8 Responses to “History of the Rain, by Niall Williams”

  1. james b chester Says:

    Interesting review. I like this idea of the “Irish Village” genre. I think it could be just “Village” since so many different groups do essentially the same thing. I think you could read Larry McMurtry’s wonderful novel “The Last Picture Show” as a Texas Village novel, for example.


  2. heather curran Says:

    Hey Kevin, when I think of “village novel” I think “quaint”. I wonder if that is what you were going for. Although Mr. Chester’s referring to The Last Picture Show as Texas village novel is wonderful. This was my first Niall William’s novel too and it will be my last. The premise appealed but the writing (in my view) was far too earnest, with (to me) really pretentious flowery prose. I loved your review Kevin, but as a fellow Canadian shed a small tear over your spelling of “favourite” in your kind response to Mr. Chester (sob)!

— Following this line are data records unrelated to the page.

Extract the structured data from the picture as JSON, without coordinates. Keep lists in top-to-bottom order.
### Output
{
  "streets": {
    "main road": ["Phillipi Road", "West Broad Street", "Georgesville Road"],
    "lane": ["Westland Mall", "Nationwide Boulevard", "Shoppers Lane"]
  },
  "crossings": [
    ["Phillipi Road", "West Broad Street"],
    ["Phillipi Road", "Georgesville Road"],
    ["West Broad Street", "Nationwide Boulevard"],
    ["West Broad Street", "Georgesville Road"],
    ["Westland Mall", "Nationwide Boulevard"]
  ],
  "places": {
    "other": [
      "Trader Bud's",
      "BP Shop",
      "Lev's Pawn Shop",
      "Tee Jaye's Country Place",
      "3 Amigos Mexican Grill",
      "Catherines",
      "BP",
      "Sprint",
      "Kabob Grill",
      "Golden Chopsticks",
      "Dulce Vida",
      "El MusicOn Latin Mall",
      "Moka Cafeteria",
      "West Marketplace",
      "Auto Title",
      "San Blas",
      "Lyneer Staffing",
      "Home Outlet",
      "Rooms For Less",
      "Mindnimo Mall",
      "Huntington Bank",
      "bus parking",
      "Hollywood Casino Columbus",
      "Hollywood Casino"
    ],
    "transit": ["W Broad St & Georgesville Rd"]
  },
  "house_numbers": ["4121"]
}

    • KevinfromCanada Says:

      I would opt for “contained” rather than “quaint”, but that’s a relatively minor distinction. I did find much of Ruth’s writing “flowery” but I put that down to the fact that her understanding of formal written language come from reading classic fiction — her reports from the contemporary world are not very flowery at all. And while I liked the novel, I can’t quarrel with those who find it “too earnest”.

      Sorry about the “-or/-our” diversion, I guess I’d argue that part of being Canadian is the freedom to chose between American and U.K. spellings when they offer alternatives. I’m afraid that I have always been of the “-or” school, although I hold to “-re” over “-er” when that choice is available. šŸ™‚


  3. Max Cairnduff Says:

    Some of the Irish village novels you list at the end are ones I haven’t read yet, and Toibin apparently has a new novel coming out, so I’m not sure I have need for another such.

    Also, the fact her writing tutor flags the use of capitals makes it No Less Annoying.

    It also all sounds a little contrived. I’m not always a fan of naturalism as you probably know, but for Irish village fiction I think there’s a lot to be said for a fairly realistic approach.

    Glad to have the reminders re the Broderick and the McGahern though (The Spinning Heart I seem to get reminded of quite often, but I seem to recall seeing that it has a murder subplot which I find rather offputting).


  4. KevinfromCanada Says:

    “Contrived” is quite fair comment, although I found Ruth interesting enough that I was willing to let her have that (and the Capital Letters, which do ease off as the novel progresses). I’d say Williams needs that to set up some of his humor, which is a very pleasant side to the novel that I have underplayed in my review.

    Having said that, this is definitely a Second or even Third Cru, compared to the Premiers that I touched on.


  5. Caz Says:

    I warmed quickly to this quirky prose – dry wit, sideways humour, whimsical writing. I nodded at the early hints of what was to come, and sat back to enjoy the journey.

    Except there really wasn’t one, and it all got a little dull – it’s basically a tale of how the authors parents met, their lovable quirks, and a few deaths – which are hinted at well in advance, many times. The writing, whilst cute,loses it’s charm a few chapters in and a new trick never really comes.

    I grew bored and I had to motivate myself to finish, as opposed to those books that seize you and hold you hostage. I’ve loved other “uneventful” books (hello Benediction) so maybe it’s where I was personally when I read this – if I’d read it over a slow summer, I may have been more appreciative of pace.

    I do think it’s a book many will appreciate but it’s not a good fit with me.


    • KevinfromCanada Says:

      I don’t think your response is an uncommon one with this book. As good as the writing is, the novel has an odd rhythm (and no real plot) to it and if you don’t fall into step with that rhythm it is easy to understand why the book doesn’t work.